When Pope Gregory IX Worsened The Black Plague Because Of His Hatred For Cats

Pope Gregory IX (center) in a 16th century fresco.
In the early 12th century, a plague began to spread through Europe. Over the next seven years, roughly 100 million people would die from the Black Plague before it ended, as it ravaged through cites from Asia all the way to Sweden.
Stemming from Asia and traveling to Europe along the Silk Road, the plague was transmitted in multiple ways. The most dangerous of these forms was the bubonic plague, which was spread primarily by fleas that lived on rats, especially in Europe.
The best way to stop the rats was with cats.
Especially in Europe, cats heavily populated the cities, and were the main form of vermin control. Due to the high number of cats eating a high number of rats, the plague was kept somewhat at bay.
However, Pope Gregory IX, leader of the Roman Catholic church, and therefore most of Europe at the time, was not a fan of cats. During his reign, a century before the Black Death would become an imminent threat to Europe; he published a manuscript known as the Vox in Rama.
Pope Gregory IX created the Vox in Rama which declared that the black cat was an incarnation of Satan, and called for a complete elimination of all of them. Due to the elimination of the cats, by the time that the Black Death spread to Europe, the rats had gone completely unchecked and effectively spread the plague much further than it would have on its own.
Interesting Historical Events: Nellie Bly’s Trip Around The World

Nellie Bly at 26 years old, circa 1890.
In 1873, a French author named Jules Verne published a novel titled Around The World In 80 Days. The journey was by no means impossible, as all means of travel mentioned in the book were very real, but until the book came out, no one ever anticipated that the journey could be made.
However, in 1889, an investigative reporter attempted to prove that it could be done. She even managed to shave eight days off the journey, and meet Jules Verne himself.
Nellie Bly had already become famous for her investigative reporting, and her undercover reporting, when she pitched the idea of the trip to her editors. With the book’s success, Bly wanted to prove that the journey could be done in reality. And, not just that, but that she herself, a woman, could do it alone, and in less time.
Backed by her paper the New York World, Bly set off on her adventure at 9:40 a.m. on Nov. 14, 1889. Contrary to her editor’s beliefs, she packed light. Extremely light, in fact, bringing along one pack, the size of a modern-day carry-on.
She traveled from New York to London, met Verne himself in Paris, bounced to Egypt and then went to Suez Canal and Japan and everywhere in between.

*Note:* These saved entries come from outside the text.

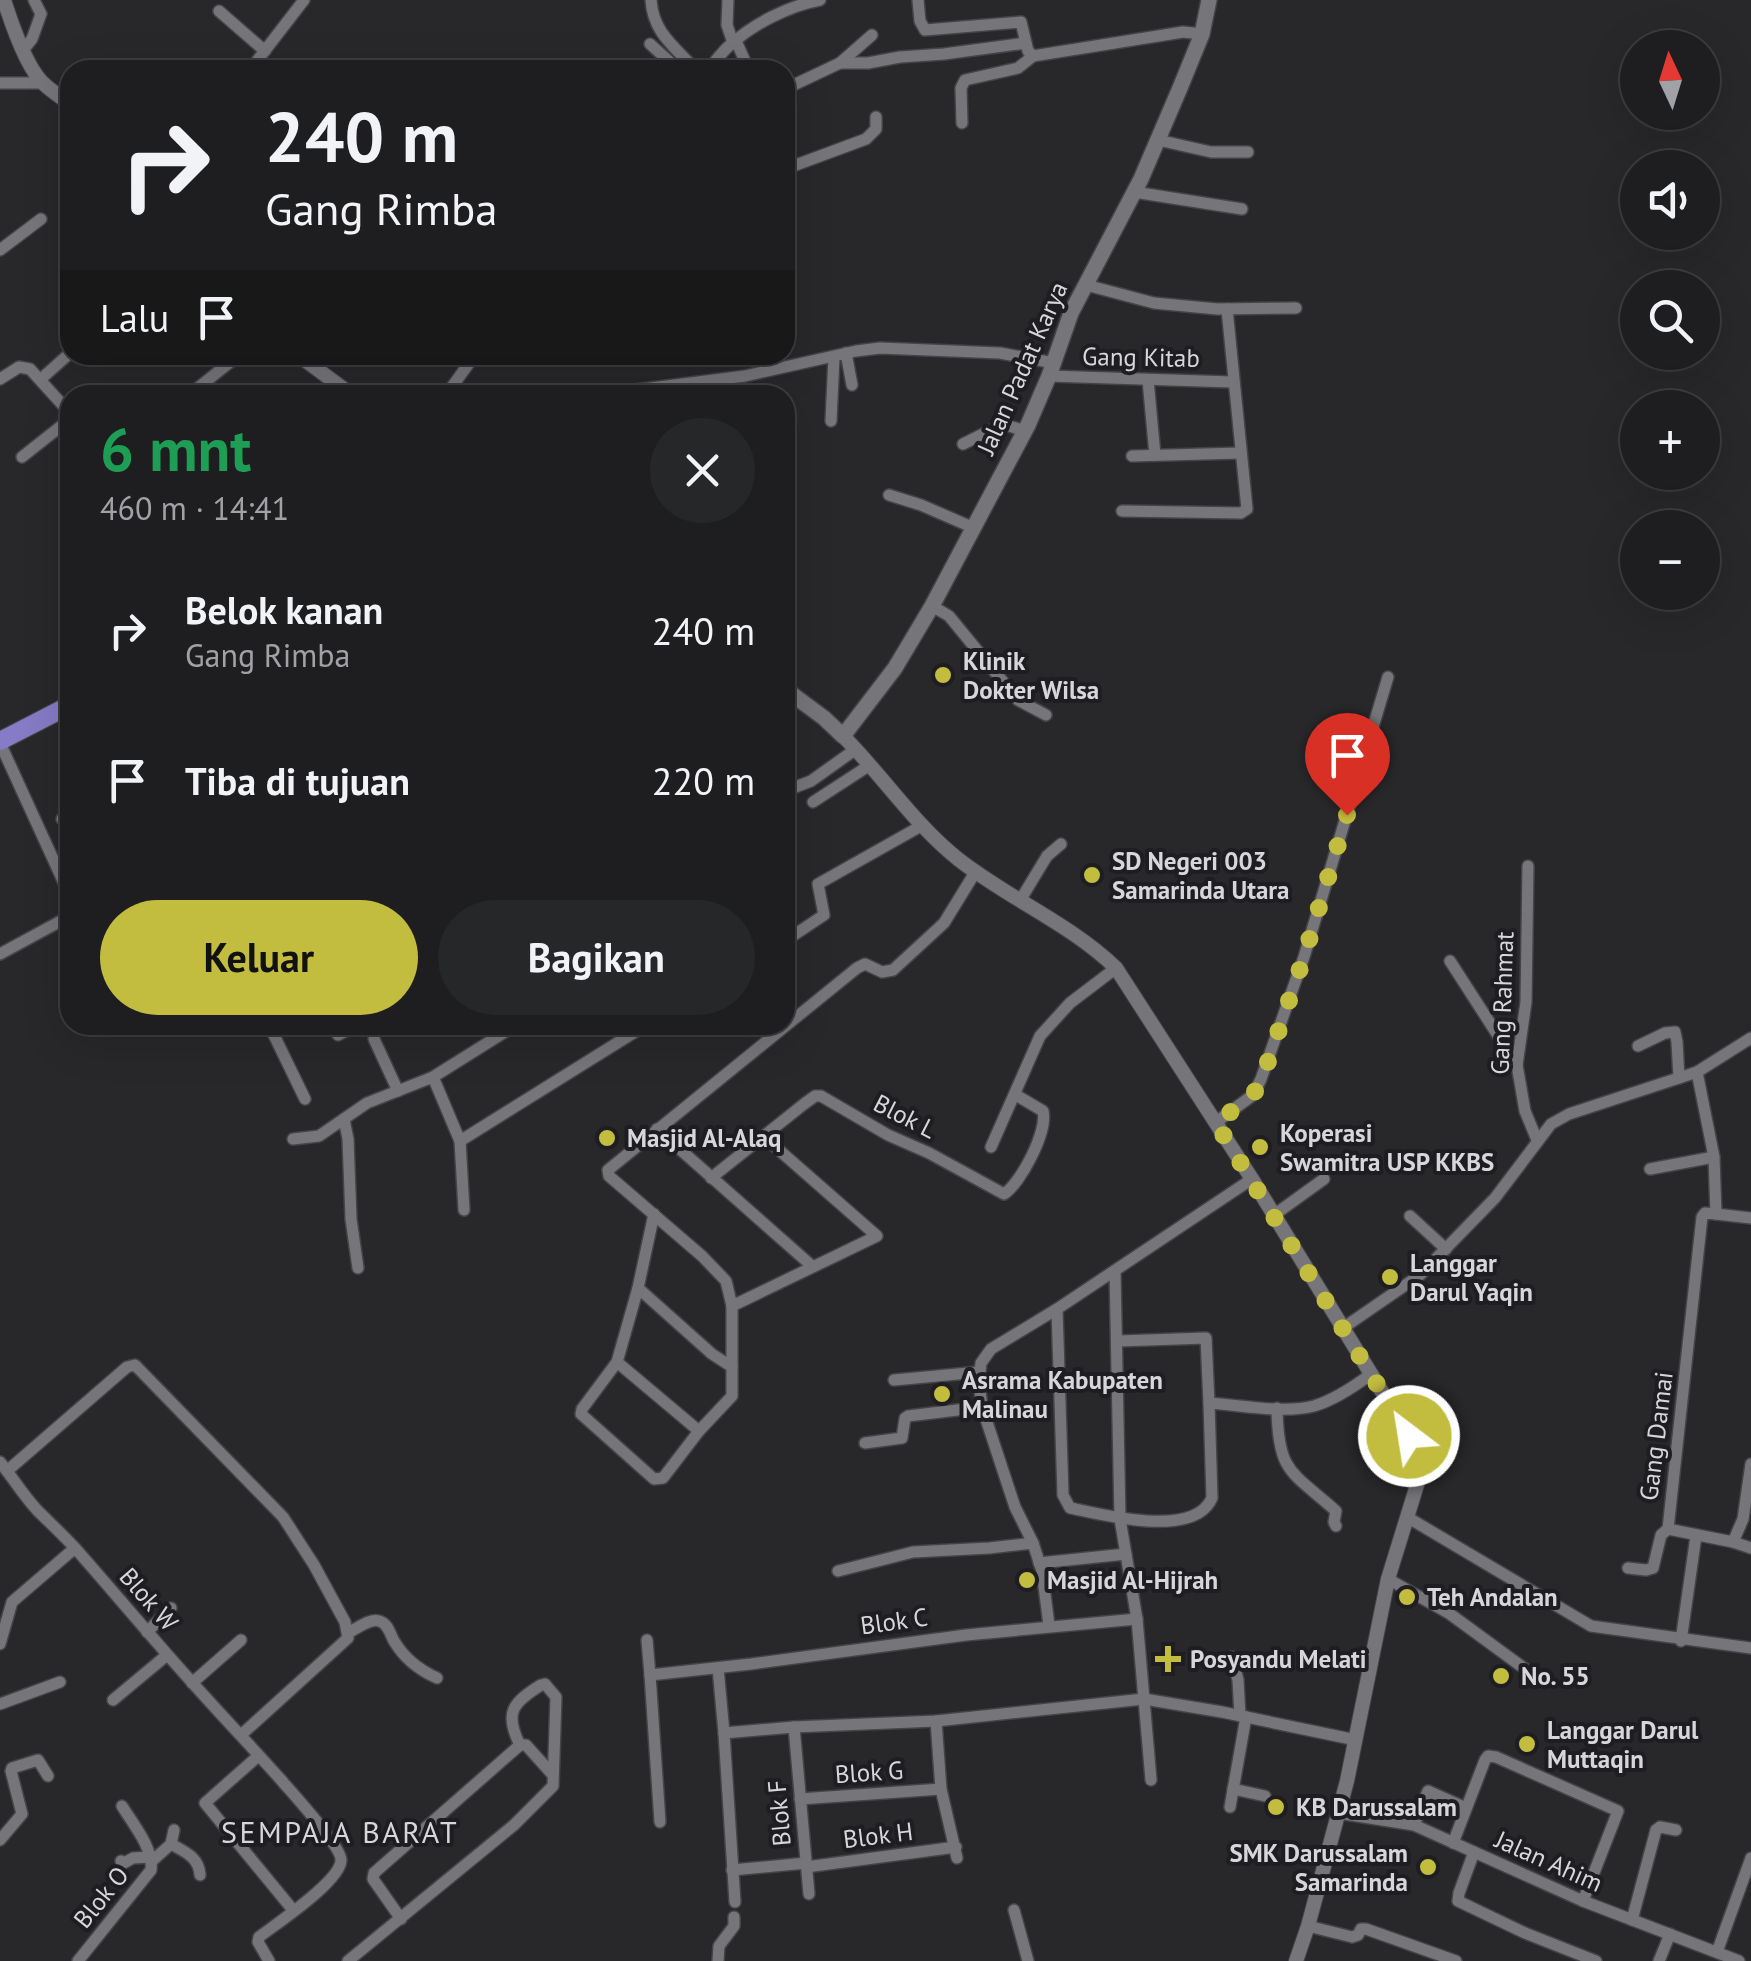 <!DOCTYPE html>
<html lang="id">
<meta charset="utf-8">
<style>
:root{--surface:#1e1e20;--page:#262729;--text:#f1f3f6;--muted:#a1a2a5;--line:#3c3c3e;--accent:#c3bd3f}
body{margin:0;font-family:"PT Sans",sans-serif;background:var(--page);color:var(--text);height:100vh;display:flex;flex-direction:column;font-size:38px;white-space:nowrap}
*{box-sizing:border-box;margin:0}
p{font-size:32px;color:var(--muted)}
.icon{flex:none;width:55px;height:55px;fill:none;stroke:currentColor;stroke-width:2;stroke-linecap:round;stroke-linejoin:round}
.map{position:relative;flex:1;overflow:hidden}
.details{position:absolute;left:60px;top:385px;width:735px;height:650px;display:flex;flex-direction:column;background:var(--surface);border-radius:30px;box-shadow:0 10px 40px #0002,0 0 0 2px var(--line)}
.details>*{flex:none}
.top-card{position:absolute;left:60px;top:60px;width:735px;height:305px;border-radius:30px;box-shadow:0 10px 40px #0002,0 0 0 2px var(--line);background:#1e1e20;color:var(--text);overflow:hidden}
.needle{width:65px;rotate:356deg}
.fabs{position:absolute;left:1620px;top:30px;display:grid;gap:20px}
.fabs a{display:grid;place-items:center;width:100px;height:100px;border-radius:50%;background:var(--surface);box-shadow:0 10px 40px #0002,0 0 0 2px var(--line);font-size:50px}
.pin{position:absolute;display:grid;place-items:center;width:85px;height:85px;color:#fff;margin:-102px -42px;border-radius:50% 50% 50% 0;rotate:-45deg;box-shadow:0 0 10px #0007}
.pin .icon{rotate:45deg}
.me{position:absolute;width:110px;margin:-55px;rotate:329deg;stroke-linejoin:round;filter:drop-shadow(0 0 8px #0008)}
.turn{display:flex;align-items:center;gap:35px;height:210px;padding:0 40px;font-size:45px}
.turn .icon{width:130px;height:130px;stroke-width:2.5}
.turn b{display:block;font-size:70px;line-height:85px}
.then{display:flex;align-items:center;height:95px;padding:0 40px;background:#0003;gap:20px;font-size:38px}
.round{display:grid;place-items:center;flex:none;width:105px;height:105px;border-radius:52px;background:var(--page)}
.summary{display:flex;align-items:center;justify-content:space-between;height:170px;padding:0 40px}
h1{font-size:60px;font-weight:700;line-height:75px;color:#1e9e55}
.cta{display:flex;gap:20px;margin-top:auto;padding:20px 40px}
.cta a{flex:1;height:115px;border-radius:60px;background:var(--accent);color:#111;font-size:40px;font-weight:700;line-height:115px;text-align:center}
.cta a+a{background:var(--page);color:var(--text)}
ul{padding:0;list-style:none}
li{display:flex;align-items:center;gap:30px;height:150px;padding:0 40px}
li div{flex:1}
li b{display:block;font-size:38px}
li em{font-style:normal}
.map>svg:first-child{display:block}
</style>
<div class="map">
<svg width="1751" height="1961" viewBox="0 0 1751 1961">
<rect width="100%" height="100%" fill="#28282b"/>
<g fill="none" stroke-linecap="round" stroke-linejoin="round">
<g stroke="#444447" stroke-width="14">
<g id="minor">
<path d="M 651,0 C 653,33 675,47 696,70"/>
<polyline points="728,0 727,25 733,43"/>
<polyline points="918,0 920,21 925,30 1021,22 1028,51 1033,56 1183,32 1202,34"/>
<polyline points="219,11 265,51"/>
<polyline points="736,41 749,70"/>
<polyline points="650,44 671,63 674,70"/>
<polyline points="24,49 32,39 41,14 34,0"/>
<polyline points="840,63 872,35"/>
<polyline points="250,70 304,0"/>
<path d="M 708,70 C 715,62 721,53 729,46 C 753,24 788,6 820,0"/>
<polyline points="0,83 43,83"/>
<polyline points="785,89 840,63 868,63 900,57 944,54 1026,43"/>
<polyline points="962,123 961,88 965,80 1018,68 1033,56"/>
<polyline points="1158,140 1211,152 1248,152"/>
<polyline points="785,169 866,139 876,129 876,117"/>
<polyline points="1134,192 1242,209"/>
<polyline points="0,250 41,219"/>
<polyline points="1086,285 1154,303 1217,309 1296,308"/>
<polyline points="846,353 852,385"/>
<polyline points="1049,376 1232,382"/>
<polyline points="0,379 19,367 30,369 70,413"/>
<polyline points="41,379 70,353"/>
<polyline points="1148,380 1155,455"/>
<polyline points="189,395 239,355"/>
<polyline points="322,395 333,383"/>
<polyline points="446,395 475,355"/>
<polyline points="596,395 745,376 856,351 880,348 1000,353 1054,363"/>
<polyline points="831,421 834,357"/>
<polyline points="963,444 1003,424 1025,431"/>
<polyline points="1132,456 1240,453"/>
<polyline points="22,457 70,419"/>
<polyline points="889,495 921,505 974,528"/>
<polyline points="1122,511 1241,513 1247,509 1227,309"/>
<polyline points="69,590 70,590"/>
<polyline points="932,606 949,616 1018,700 1046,715"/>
<polyline points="0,743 70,896"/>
<polyline points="785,791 811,781 856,749"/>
<polyline points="813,802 870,765"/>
<polyline points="62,819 70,814"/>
<polyline points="1528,866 1526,1002 1517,1065 1525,1111 1537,1140"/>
<polyline points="1021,899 1047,856 1061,844"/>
<polyline points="785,941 824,915 818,884 921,826"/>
<polyline points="0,954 70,916"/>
<polyline points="1450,961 1517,1065"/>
<polyline points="272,1025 272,1031 305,1099"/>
<polyline points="516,1025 433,1077 460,1141 646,1025"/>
<polyline points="338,1035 358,1025"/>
<polyline points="374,1039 398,1091"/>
<polyline points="1638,1046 1665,1033 1675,1032 1677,1042 1679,1078"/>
<polyline points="1697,1072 1714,1157 1716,1214 1705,1213 1702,1217 1668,1529 1733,1542 1743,1519 1751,1464"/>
<polyline points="344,1119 348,1139 351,1219 358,1268"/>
<polyline points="1215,1123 1253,1095 1261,1079 1304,957 1388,677"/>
<polyline points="657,1129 812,1266"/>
<polyline points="764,1137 877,1236 732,1306 726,1281 702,1256 609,1176 608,1170 857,968 865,964 882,972 893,970 944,923 976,871"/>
<polyline points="293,1139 319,1136 367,1103 433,1077"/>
<polyline points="460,1141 464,1210"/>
<polyline points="991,1147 1040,1036 1070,1003 1116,968"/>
<polyline points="1650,1169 1714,1157"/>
<path d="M 711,1178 L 804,1104 L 815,1096 L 821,1096 L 888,1135 L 929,1153 L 1004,1194 C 1021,1183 1048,1131 1043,1111 L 1016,1095"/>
<polyline points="654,1214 638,1288 712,1354 732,1367 732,1306"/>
<polyline points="1716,1214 1751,1218"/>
<polyline points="1274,1215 1324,1179"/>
<polyline points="1410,1216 1446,1249"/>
<polyline points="1115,1271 1120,1519 1137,1619 1151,1780"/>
<path d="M 1057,1309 L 1063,1495 L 1070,1508 C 1104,1515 1194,1539 1212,1498 L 1209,1403 C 1241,1405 1284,1414 1314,1406 C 1334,1400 1355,1386 1371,1374"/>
<polyline points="1343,1328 1420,1275 1495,1198 1551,1124 1569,1114 1697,1072 1751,1038"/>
<polyline points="1118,1341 1206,1338 1209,1403"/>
<polyline points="617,1362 699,1431 663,1478 654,1479 581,1414 582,1409 617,1362 638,1288"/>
<polyline points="894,1380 979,1372"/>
<path d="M 1277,1408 C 1278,1473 1291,1471 1336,1511 L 1334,1522 L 1336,1526"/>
<polyline points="699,1431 732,1396 732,1367"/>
<polyline points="865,1443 902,1438 905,1418 908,1416 982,1407"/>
<path d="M 0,1462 C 13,1478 23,1495 37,1510 C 50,1523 63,1535 75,1548 C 114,1592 151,1637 190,1680 C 220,1714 252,1747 282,1781 C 293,1794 341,1846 341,1860 C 341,1881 276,1924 259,1937 L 258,1942 L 269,1961"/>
<polyline points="7,1471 127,1367 135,1365 283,1517 314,1565 345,1622 348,1638 241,1735"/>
<polyline points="1407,1517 1591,1626 1751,1648"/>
<polyline points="1733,1542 1751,1548"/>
<polyline points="1039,1563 1126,1554"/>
<polyline points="1628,1568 1646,1570 1653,1568 1661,1535 1668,1529"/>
<polyline points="838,1571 913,1552 989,1548 1033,1543"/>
<polyline points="1388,1579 1450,1614 1536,1677"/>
<polyline points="1049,1625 1042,1571 1033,1543 1015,1507 982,1407 979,1382 981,1363 991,1349 1057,1309 1252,1179"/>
<polyline points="147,1632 171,1608"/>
<path d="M 348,1633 C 356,1629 370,1618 379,1621 C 388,1623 390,1634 394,1641 C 404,1658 419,1670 437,1678"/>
<polyline points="647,1640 650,1675"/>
<polyline points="1681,1641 1696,1536"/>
<polyline points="0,1644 12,1602 75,1548"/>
<polyline points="1232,1657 1238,1680 1240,1716"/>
<polyline points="718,1668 724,1733"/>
<polyline points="192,1683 241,1640"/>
<polyline points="113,1700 167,1655"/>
<polyline points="0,1704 60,1682"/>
<polyline points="936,1721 941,1789 957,1858"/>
<polyline points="794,1727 809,1894"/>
<polyline points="257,1757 205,1803 293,1910"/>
<polyline points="1233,1789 1265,1796"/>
<polyline points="800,1799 941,1789"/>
<polyline points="1230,1807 1246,1717"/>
<polyline points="1338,1813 1414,1825 1583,1901 1739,1961"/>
<polyline points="660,1822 650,1675 751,1664 966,1635 1137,1619"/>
<polyline points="1414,1825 1428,1791 1466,1808"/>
<polyline points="0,1840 22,1814 11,1771 12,1768 38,1760 48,1776"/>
<polyline points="1453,1843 1485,1760 1488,1756 1496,1757 1618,1811 1583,1901"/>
<path d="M 171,1844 C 185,1852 199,1857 200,1875"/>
<polyline points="1474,1852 1459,1893 1458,1901 1525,1933 1596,1961"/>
<polyline points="121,1861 124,1863 133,1858 151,1857"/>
<polyline points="152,1861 171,1844 174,1830"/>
<polyline points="806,1867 956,1847"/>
<polyline points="732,1870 806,1863"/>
<polyline points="735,1902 724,1733 794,1727 936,1721 1144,1699 1222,1712 1356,1740"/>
<polyline points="1014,1910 1028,1961"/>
<polyline points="401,1919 373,1879 374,1873 520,1745"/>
<polyline points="1632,1920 1656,1830 1660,1827 1676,1830"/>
<polyline points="1308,1926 1352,1937 1358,1935 1361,1929 1366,1929 1456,1961"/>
<polyline points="1717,1952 1751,1858"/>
<path d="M 78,1961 L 151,1870 C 154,1849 133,1824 122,1806"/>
<path d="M 348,1961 L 514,1825 L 553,1786 L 556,1697 L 545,1684 L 541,1685 C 512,1703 504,1713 520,1745 L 526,1745 L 553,1775"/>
<polyline points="718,1961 719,1946 734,1926 734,1917"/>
<polyline points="1659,1961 1670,1934"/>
</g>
</g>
<g stroke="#444447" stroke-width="16">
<g id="tertiary">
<path d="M 4,0 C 11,22 27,68 43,83 C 51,91 61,97 70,104"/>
<polyline points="298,355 352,395"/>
<path d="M 843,736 C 883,776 914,824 958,859 C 1009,899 1069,923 1116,968 L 1252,1179 L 1409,1436 L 1415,1451 L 1417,1485 L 1388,1579 L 1347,1781 L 1308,1926 L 1296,1961"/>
</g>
</g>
<g stroke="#444447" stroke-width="18">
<polyline id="secondary" points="785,689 824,718 843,736 895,668 932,606 1028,425 1049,376 1071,313 1141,179 1180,88 1202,34 1209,0"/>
</g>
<g stroke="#444447" stroke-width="20">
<polyline id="primary" points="0,741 70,705"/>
</g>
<use href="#minor" stroke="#76757a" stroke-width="11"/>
<use href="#tertiary" stroke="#76757a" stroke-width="14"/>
<use href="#secondary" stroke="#76757a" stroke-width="15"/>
<use href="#primary" stroke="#857bc6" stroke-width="18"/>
</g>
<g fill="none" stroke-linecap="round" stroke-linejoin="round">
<polyline stroke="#c3bd3f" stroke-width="18" stroke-dasharray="0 32.4" points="1347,815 1304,957 1262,1079 1253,1095 1216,1123 1409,1436"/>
</g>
<g fill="#c3bd3f" stroke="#1e1e22" stroke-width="4">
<circle cx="943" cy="675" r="10"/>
<circle cx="1092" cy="875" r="10"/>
<circle cx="607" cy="1138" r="10"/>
<circle cx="1260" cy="1147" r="10"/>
<circle cx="1390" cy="1277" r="10"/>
<circle cx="942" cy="1394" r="10"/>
<circle cx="1027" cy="1580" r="10"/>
<circle cx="1407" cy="1597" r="10"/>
<path d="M1163 1644h10v10h10v10h-10v10h-10v-10h-10v-10h10z"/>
<circle cx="1501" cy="1676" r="10"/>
<circle cx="1527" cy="1744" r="10"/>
<circle cx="1276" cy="1807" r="10"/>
<circle cx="1428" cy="1867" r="10"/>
</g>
<g text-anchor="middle" stroke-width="8" stroke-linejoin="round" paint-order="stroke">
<g font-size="25" fill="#d7d7d9" stroke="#1e1e22">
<text transform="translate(1141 357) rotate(1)" y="9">Gang Kitab</text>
<text transform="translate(1022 368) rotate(-66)" y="9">Jalan Padat Karya</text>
<text transform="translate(1502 1003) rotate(-88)" y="9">Gang Rahmat</text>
<text transform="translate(905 1116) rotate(27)" y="9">Blok L</text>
<text transform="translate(1656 1436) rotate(-83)" y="9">Gang Damai</text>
<text transform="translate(149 1599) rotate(49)" y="9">Blok W</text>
<text transform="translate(894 1621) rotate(-8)" y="9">Blok C</text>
<text transform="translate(869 1772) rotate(-4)" y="9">Blok G</text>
<text transform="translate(779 1813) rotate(-95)" y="9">Blok F</text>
<text transform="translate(878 1835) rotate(-7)" y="9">Blok H</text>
<text transform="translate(1549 1861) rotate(24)" y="9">Jalan Ahim</text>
<text transform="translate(101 1897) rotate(-51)" y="9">Blok O</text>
</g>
<g font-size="25" font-weight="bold" fill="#d7d7d9" stroke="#1e1e22" text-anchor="start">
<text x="963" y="670">Klinik<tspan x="963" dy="29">Dokter Wilsa</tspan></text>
<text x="1112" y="870">SD Negeri 003<tspan x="1112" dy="29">Samarinda Utara</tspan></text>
<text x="1280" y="1142">Koperasi<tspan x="1280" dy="29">Swamitra USP KKBS</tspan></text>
<text x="627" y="1147">Masjid Al-Alaq</text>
<text x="1410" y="1272">Langgar<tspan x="1410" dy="29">Darul Yaqin</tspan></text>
<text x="962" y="1389">Asrama Kabupaten<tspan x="962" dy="29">Malinau</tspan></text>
<text x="1047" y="1589">Masjid Al-Hijrah</text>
<text x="1427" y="1606">Teh Andalan</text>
<text x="1190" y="1668">Posyandu Melati</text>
<text x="1521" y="1685">No. 55</text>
<text x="1547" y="1739">Langgar Darul<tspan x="1547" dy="29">Muttaqin</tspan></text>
<text x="1296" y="1816">KB Darussalam</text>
<text x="1408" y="1862" text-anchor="end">SMK Darussalam<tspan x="1408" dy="29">Samarinda</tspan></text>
</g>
<g font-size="30" letter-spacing="2.5" fill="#d7d7d9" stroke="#1e1e22">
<text x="340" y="1843">SEMPAJA BARAT</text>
</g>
</g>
</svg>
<div class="fabs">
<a><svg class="needle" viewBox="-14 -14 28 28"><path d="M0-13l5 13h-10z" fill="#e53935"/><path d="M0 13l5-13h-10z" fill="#a1a2a5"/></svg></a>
<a><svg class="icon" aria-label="sound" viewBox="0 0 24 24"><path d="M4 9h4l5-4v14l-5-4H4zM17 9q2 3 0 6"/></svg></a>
<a><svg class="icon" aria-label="search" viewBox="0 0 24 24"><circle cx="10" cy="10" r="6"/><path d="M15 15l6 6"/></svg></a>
<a>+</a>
<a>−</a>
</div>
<div class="pin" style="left:1347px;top:815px;background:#d93025"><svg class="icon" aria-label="arrive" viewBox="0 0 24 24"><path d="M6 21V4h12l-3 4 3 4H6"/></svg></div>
<svg class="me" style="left:1409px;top:1436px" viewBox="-20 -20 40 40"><circle r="17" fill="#c3bd3f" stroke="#fff" stroke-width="3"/><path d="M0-11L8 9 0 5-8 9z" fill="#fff"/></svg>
<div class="top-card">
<div class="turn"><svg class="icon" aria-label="right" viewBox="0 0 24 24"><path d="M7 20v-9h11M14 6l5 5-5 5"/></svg><div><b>240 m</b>Gang Rimba</div></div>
<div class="then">Lalu<svg class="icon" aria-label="arrive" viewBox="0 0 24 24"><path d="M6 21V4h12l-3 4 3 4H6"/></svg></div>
</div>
<section class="details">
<div class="summary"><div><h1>6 mnt</h1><p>460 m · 14:41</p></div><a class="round"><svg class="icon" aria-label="close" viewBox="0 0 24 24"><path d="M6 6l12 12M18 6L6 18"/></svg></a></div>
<ul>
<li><svg class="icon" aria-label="right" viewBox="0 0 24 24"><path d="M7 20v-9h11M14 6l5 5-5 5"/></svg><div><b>Belok kanan</b><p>Gang Rimba</p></div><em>240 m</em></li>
<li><svg class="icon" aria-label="arrive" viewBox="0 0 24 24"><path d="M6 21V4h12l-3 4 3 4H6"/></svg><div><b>Tiba di tujuan</b></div><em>220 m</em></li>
</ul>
<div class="cta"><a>Keluar</a><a>Bagikan</a></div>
</section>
</div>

Public DomainIllustration of Nelly Bly coming home from her trip in Frank Leslie’s Illustrated Newspaper, 1890.
Much to her surprise, Cosmopolitan magazine had sent another reporter to race Bly, a woman headed around the world but in the opposite direction.
When confronted by the other woman while in Japan on Christmas Eve, Bly was shocked to learn of her existence. In one of her dispatches to her paper, she recalled the encounter with a Japanese reporter.
“Aren’t you having a race around the world?” he asked as if he thought I was not Nellie Bly.
“Yes; quite right. I am running a race with Time,” I replied.
“Time? I don’t think that’s her name.”
“Her! Her!!” I repeated, thinking, “Poor fellow, he is quite unbalanced,” and wondering if I dared wink at the doctor to suggest to him the advisability of our making good our escape.
“Yes, the other woman; she is going to win. She left here three days ago.”
In the end, the other reporter ended up getting stuck on her way back to America from England, putting Nellie in the lead. She arrived back in the states before her competitor and became the first woman to make a solo trip around the world, cementing this story’s place as one of history’s most interesting events.
Though her original goal was 75 days, she arrived back in Jersey City 72 days, six hours, 11 minutes and 14 seconds after she left.